Where "they" occurs in a line of the entries below, copy that line.

RAW DATA:

++++++++++

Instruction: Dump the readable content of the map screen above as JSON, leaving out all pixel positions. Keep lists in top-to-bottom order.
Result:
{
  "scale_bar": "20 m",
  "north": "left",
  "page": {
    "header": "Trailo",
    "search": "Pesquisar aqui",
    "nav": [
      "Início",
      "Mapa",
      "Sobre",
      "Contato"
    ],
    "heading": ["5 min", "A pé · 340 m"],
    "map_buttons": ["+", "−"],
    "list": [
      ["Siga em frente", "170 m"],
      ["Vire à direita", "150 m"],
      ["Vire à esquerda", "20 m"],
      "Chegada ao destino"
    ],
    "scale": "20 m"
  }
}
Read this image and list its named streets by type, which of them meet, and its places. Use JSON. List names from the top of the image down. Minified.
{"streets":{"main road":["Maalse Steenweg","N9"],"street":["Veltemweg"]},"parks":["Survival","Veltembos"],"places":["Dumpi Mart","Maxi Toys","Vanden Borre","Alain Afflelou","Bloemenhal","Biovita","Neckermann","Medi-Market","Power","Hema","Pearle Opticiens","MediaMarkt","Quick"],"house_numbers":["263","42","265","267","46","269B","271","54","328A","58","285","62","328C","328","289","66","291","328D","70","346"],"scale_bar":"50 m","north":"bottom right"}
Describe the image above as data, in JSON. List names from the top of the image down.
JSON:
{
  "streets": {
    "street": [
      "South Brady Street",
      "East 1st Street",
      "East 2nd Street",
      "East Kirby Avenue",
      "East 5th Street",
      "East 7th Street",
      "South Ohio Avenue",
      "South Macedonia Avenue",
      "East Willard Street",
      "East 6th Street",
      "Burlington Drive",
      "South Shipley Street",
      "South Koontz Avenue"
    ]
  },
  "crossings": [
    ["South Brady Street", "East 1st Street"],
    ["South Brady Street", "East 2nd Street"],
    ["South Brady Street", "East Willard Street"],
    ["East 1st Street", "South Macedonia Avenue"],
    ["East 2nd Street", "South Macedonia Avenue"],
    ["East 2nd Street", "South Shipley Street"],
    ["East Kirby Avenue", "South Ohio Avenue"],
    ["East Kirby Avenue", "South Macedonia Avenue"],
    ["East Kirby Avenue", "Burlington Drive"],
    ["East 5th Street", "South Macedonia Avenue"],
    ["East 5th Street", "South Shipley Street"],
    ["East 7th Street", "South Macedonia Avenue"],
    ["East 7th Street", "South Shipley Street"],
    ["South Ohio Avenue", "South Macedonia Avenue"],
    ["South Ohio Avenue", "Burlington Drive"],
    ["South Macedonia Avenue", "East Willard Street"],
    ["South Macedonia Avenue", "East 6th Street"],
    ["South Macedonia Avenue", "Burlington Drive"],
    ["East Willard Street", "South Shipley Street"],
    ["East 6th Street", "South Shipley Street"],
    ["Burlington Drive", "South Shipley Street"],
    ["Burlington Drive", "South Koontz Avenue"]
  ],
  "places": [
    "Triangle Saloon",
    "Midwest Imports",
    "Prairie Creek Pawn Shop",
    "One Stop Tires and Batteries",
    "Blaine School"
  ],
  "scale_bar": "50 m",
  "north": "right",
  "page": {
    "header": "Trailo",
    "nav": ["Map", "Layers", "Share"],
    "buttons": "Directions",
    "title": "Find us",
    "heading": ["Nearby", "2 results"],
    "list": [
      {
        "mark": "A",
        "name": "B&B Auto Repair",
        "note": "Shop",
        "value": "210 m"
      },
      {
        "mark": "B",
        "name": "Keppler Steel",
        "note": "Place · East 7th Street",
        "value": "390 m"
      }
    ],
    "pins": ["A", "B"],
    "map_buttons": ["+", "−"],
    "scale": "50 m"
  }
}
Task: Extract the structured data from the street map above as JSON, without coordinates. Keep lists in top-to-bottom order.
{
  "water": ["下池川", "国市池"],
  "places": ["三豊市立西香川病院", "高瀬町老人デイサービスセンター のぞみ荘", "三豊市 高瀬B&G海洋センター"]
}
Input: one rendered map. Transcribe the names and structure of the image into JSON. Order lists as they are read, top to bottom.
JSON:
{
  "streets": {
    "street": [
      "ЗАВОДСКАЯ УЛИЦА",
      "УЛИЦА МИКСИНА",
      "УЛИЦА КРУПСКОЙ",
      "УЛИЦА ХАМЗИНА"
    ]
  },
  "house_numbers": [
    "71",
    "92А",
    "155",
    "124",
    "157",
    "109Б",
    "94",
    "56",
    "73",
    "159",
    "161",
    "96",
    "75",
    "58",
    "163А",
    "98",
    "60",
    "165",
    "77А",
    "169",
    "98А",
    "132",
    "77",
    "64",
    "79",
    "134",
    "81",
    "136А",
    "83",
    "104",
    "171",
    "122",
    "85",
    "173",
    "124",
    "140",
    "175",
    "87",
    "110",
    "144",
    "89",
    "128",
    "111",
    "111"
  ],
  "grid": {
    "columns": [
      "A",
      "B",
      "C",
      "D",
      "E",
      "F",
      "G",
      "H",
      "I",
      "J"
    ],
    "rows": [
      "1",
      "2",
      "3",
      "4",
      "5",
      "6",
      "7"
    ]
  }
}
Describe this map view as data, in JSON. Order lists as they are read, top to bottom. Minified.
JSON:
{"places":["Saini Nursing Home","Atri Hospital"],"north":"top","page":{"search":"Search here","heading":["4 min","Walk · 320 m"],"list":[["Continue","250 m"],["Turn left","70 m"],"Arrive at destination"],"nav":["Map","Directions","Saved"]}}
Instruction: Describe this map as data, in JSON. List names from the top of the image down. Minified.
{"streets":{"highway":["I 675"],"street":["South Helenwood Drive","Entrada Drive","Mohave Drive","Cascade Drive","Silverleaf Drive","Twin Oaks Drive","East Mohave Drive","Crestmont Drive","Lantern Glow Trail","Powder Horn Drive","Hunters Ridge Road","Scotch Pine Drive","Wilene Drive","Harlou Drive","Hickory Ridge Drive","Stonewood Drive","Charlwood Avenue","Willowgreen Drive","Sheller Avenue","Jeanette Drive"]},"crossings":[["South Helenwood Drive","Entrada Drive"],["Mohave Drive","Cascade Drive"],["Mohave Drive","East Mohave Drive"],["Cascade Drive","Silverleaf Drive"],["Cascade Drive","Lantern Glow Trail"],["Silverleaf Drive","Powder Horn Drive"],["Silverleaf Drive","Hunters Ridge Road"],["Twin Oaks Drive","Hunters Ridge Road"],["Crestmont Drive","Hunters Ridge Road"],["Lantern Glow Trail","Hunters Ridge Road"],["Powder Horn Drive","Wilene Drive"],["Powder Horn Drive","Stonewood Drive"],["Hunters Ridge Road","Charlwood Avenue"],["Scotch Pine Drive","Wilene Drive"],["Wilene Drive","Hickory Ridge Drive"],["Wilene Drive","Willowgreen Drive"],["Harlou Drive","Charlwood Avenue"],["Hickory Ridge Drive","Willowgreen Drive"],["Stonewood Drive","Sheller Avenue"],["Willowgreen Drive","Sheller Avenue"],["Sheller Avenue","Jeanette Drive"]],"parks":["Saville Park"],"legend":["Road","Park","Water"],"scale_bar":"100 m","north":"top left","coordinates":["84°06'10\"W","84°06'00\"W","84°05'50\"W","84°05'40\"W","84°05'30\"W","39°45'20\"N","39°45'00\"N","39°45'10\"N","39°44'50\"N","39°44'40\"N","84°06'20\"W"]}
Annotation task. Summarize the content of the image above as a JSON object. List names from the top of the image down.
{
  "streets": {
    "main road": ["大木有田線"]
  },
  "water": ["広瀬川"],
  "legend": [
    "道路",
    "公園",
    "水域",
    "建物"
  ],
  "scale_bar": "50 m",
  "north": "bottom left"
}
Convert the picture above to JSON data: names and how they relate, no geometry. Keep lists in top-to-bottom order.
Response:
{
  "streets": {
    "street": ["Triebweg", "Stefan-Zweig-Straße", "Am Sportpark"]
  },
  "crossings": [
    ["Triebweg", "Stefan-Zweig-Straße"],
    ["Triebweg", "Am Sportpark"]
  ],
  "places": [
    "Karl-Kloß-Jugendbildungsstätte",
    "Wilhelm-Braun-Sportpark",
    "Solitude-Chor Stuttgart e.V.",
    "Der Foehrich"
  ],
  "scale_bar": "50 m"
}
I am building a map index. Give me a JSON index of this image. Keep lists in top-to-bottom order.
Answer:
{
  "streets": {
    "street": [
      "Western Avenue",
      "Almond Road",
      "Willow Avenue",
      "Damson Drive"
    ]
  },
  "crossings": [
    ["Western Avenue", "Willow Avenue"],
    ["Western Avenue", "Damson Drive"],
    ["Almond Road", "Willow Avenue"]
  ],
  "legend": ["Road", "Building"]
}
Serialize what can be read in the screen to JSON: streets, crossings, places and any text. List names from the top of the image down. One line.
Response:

++++++++++

RESULT OF THE TASK:
Input: one rendered map. Transcribe the names and structure of the image into JSON. Order lists as they are read, top to bottom.
Describe this map view as data, in JSON. Order lists as they are read, top to bottom. Minified.
Convert the picture above to JSON data: names and how they relate, no geometry. Keep lists in top-to-bottom order.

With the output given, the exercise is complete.